Bolivia and Brazil Joining Forces in Combatting Drug Trade
This is a few weeks old (I apologize for the light blogging - I currently have two grant proposals, a conference paper, a dissertation chapter, and a part-time job on my plate, and things have actually calmed a bit from the first 4 weeks of the year), but I wanted to point out that Bolivia and Brazil have joined forces in combatting the cocaine trade along their border in the wake of the expulsion of the DEA. It's a fascinating agreement that serves both wonderfully - Brazil is making an effort to implement some national drug policy efforts rather than letting police blaze their way into favelas, and Bolivia is making a strong effort to make clear that while coca leaf production is non-offensive and important to its economy, it has little tolerance for the cocaine trade. Additionally, Bolivia gets more infrastructural agreement as part of the deal, and Brazil strengthens its role as a regional leader in lending and development projects for its neighbors. Boz reminds us also that combatting the drug trade behooves more nations than the U.S., and that fighting it doesn't always have to involve the U.S.

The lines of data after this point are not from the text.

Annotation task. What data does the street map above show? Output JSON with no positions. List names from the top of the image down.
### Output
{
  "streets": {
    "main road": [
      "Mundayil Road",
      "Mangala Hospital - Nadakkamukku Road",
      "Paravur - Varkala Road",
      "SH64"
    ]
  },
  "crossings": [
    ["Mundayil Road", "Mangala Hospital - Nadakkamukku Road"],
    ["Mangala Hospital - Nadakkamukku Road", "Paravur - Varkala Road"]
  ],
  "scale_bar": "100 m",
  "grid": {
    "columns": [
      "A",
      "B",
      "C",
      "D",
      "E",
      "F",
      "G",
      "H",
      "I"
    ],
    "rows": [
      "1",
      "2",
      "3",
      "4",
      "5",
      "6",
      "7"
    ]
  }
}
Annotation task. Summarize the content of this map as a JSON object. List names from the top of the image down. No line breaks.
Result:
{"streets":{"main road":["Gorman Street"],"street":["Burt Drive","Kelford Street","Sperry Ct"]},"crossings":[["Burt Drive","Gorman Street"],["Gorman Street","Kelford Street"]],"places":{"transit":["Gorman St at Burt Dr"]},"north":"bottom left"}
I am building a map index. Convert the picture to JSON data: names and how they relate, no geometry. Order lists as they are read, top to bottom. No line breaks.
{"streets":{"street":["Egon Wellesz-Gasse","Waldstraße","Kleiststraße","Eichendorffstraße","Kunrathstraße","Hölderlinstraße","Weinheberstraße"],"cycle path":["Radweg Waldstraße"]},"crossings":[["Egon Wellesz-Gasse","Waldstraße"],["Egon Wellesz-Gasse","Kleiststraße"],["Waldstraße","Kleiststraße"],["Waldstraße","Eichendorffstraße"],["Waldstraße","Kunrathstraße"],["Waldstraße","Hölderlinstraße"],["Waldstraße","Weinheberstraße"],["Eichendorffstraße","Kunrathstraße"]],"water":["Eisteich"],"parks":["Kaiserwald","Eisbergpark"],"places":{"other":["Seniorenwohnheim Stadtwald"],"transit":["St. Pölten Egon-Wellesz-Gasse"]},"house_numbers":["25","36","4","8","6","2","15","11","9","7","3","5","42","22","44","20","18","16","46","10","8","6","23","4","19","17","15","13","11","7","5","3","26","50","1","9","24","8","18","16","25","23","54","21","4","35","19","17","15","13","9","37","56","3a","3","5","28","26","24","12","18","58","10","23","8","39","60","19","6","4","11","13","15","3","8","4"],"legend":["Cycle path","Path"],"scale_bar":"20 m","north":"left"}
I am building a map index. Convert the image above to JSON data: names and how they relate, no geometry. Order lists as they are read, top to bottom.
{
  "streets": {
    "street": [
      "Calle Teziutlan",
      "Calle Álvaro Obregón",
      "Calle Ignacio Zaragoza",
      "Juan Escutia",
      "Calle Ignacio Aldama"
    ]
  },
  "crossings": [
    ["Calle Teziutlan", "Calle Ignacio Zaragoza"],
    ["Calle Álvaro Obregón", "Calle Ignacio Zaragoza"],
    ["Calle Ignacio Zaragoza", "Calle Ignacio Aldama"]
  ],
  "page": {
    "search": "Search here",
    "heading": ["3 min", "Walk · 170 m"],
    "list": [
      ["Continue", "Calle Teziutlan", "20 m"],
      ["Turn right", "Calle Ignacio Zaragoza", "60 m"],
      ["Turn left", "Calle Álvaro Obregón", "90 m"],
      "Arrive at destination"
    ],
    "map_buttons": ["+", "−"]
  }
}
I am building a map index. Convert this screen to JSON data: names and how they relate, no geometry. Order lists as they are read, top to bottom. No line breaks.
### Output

But there is another major aspect worth mentioning here, too. Although the U.S. under Bush constantly chastized Morales for Bolivia's coca production (leading to occasionally humorous interactions between the two countries), Morales has always made it clear that the coca leaf itself is not a drug, and that he's against the proliferation of cocaine production. The distinction is important and relatively easy to understand, but one that the United States has never bothered to grasp. This request to Brazil just further evidence both of that fact, and of fact that U.S. really has gone about in the "war on drugs" in the Andes in the totally wrong way.